[[ Record set, beginning ]]

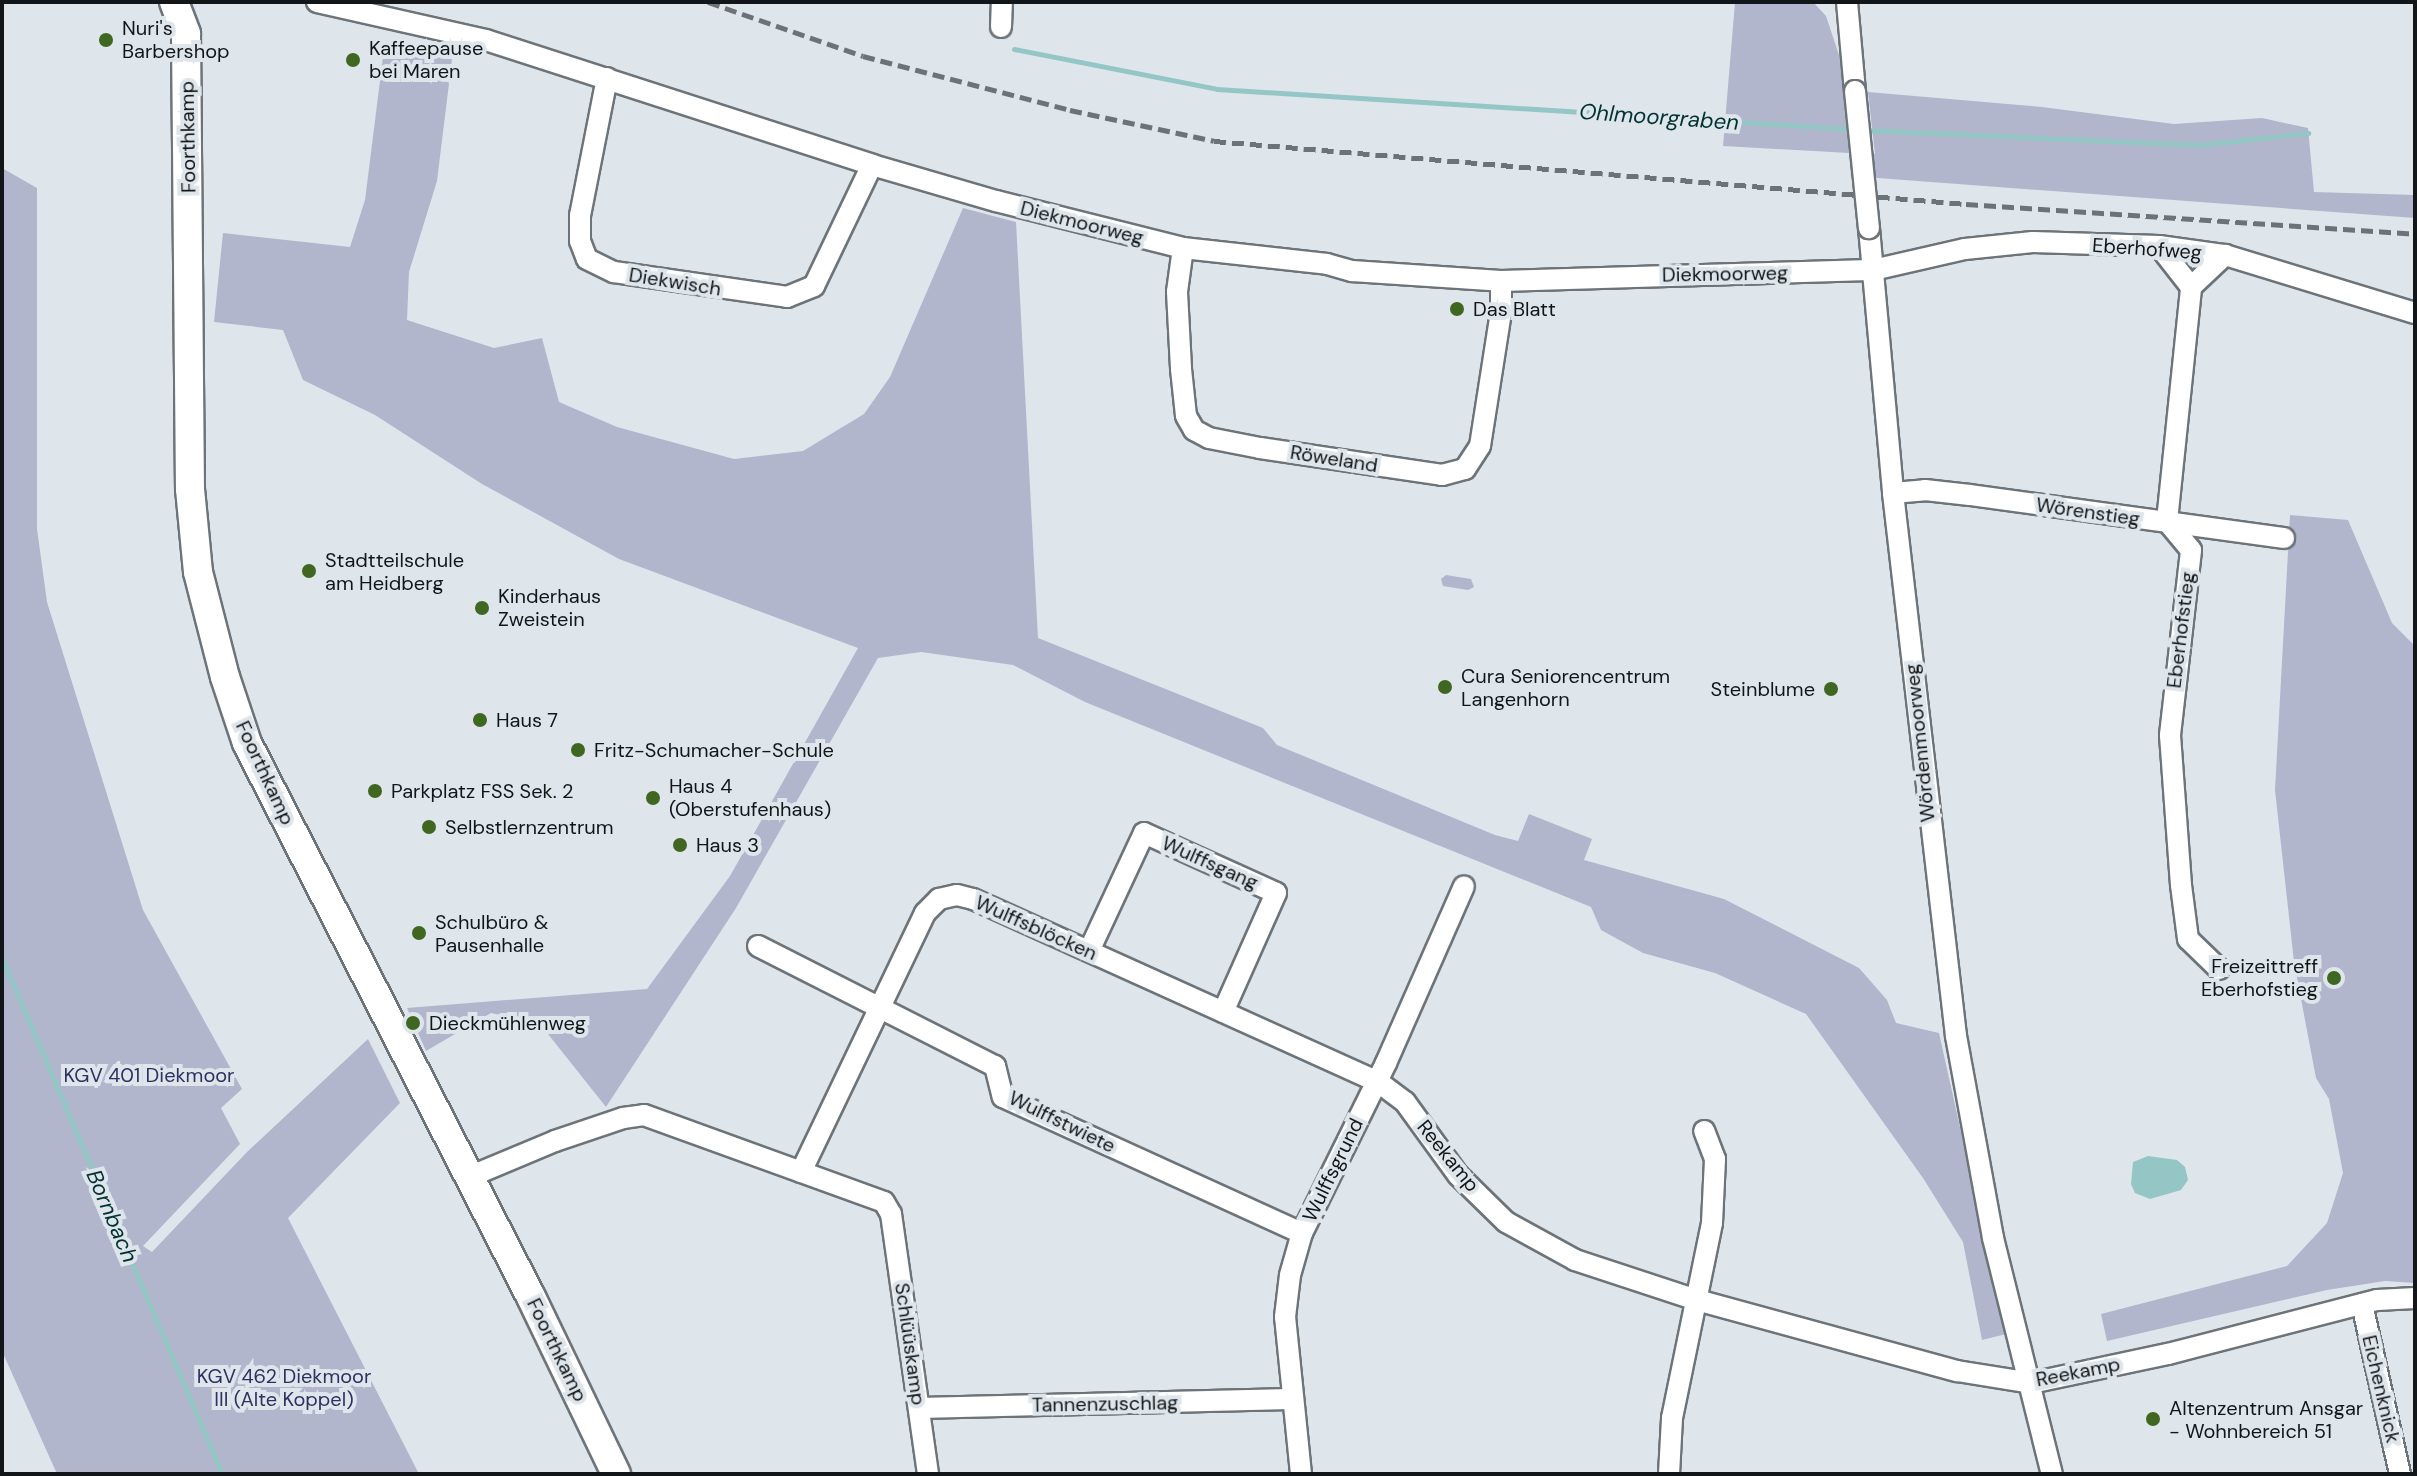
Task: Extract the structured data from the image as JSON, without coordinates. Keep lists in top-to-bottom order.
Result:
{
  "streets": {
    "street": [
      "Foorthkamp",
      "Diekmoorweg",
      "Eberhofweg",
      "Diekwisch",
      "Röweland",
      "Wörenstieg",
      "Eberhofstieg",
      "Wördenmoorweg",
      "Wulffsgang",
      "Wulffsblöcken",
      "Wulffstwiete",
      "Reekamp",
      "Wulffsgrund",
      "Schlüüskamp",
      "Eichenknick",
      "Tannenzuschlag"
    ]
  },
  "crossings": [
    ["Diekmoorweg", "Eberhofweg"],
    ["Diekmoorweg", "Diekwisch"],
    ["Diekmoorweg", "Röweland"],
    ["Diekmoorweg", "Wördenmoorweg"],
    ["Eberhofweg", "Wördenmoorweg"],
    ["Wörenstieg", "Eberhofstieg"],
    ["Wörenstieg", "Wördenmoorweg"],
    ["Wördenmoorweg", "Reekamp"],
    ["Wulffsgang", "Wulffsblöcken"],
    ["Wulffsblöcken", "Wulffstwiete"],
    ["Wulffsblöcken", "Reekamp"],
    ["Wulffsblöcken", "Wulffsgrund"],
    ["Wulffsblöcken", "Schlüüskamp"],
    ["Wulffstwiete", "Wulffsgrund"],
    ["Reekamp", "Wulffsgrund"],
    ["Reekamp", "Eichenknick"],
    ["Wulffsgrund", "Tannenzuschlag"],
    ["Schlüüskamp", "Tannenzuschlag"]
  ],
  "water": ["Ohlmoorgraben", "Bornbach"],
  "parks": ["KGV 401 Diekmoor", "KGV 462 Diekmoor III (Alte Koppel)"],
  "places": [
    "Nuri's Barbershop",
    "Kaffeepause bei Maren",
    "Das Blatt",
    "Stadtteilschule am Heidberg",
    "Kinderhaus Zweistein",
    "Cura Seniorencentrum Langenhorn",
    "Steinblume",
    "Haus 7",
    "Fritz-Schumacher-Schule",
    "Parkplatz FSS Sek. 2",
    "Haus 4 (Oberstufenhaus)",
    "Selbstlernzentrum",
    "Haus 3",
    "Schulbüro & Pausenhalle",
    "Freizeittreff Eberhofstieg",
    "Dieckmühlenweg",
    "Altenzentrum Ansgar - Wohnbereich 51"
  ]
}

[[ Record set, end ]]

▶ Task statement
The full text of the data above, exact and without pictures, is what to return.

▶ Response below
Task: Extract the structured data from the image as JSON, without coordinates. Keep lists in top-to-bottom order.
Result:
{
  "streets": {
    "street": [
      "Foorthkamp",
      "Diekmoorweg",
      "Eberhofweg",
      "Diekwisch",
      "Röweland",
      "Wörenstieg",
      "Eberhofstieg",
      "Wördenmoorweg",
      "Wulffsgang",
      "Wulffsblöcken",
      "Wulffstwiete",
      "Reekamp",
      "Wulffsgrund",
      "Schlüüskamp",
      "Eichenknick",
      "Tannenzuschlag"
    ]
  },
  "crossings": [
    ["Diekmoorweg", "Eberhofweg"],
    ["Diekmoorweg", "Diekwisch"],
    ["Diekmoorweg", "Röweland"],
    ["Diekmoorweg", "Wördenmoorweg"],
    ["Eberhofweg", "Wördenmoorweg"],
    ["Wörenstieg", "Eberhofstieg"],
    ["Wörenstieg", "Wördenmoorweg"],
    ["Wördenmoorweg", "Reekamp"],
    ["Wulffsgang", "Wulffsblöcken"],
    ["Wulffsblöcken", "Wulffstwiete"],
    ["Wulffsblöcken", "Reekamp"],
    ["Wulffsblöcken", "Wulffsgrund"],
    ["Wulffsblöcken", "Schlüüskamp"],
    ["Wulffstwiete", "Wulffsgrund"],
    ["Reekamp", "Wulffsgrund"],
    ["Reekamp", "Eichenknick"],
    ["Wulffsgrund", "Tannenzuschlag"],
    ["Schlüüskamp", "Tannenzuschlag"]
  ],
  "water": ["Ohlmoorgraben", "Bornbach"],
  "parks": ["KGV 401 Diekmoor", "KGV 462 Diekmoor III (Alte Koppel)"],
  "places": [
    "Nuri's Barbershop",
    "Kaffeepause bei Maren",
    "Das Blatt",
    "Stadtteilschule am Heidberg",
    "Kinderhaus Zweistein",
    "Cura Seniorencentrum Langenhorn",
    "Steinblume",
    "Haus 7",
    "Fritz-Schumacher-Schule",
    "Parkplatz FSS Sek. 2",
    "Haus 4 (Oberstufenhaus)",
    "Selbstlernzentrum",
    "Haus 3",
    "Schulbüro & Pausenhalle",
    "Freizeittreff Eberhofstieg",
    "Dieckmühlenweg",
    "Altenzentrum Ansgar - Wohnbereich 51"
  ]
}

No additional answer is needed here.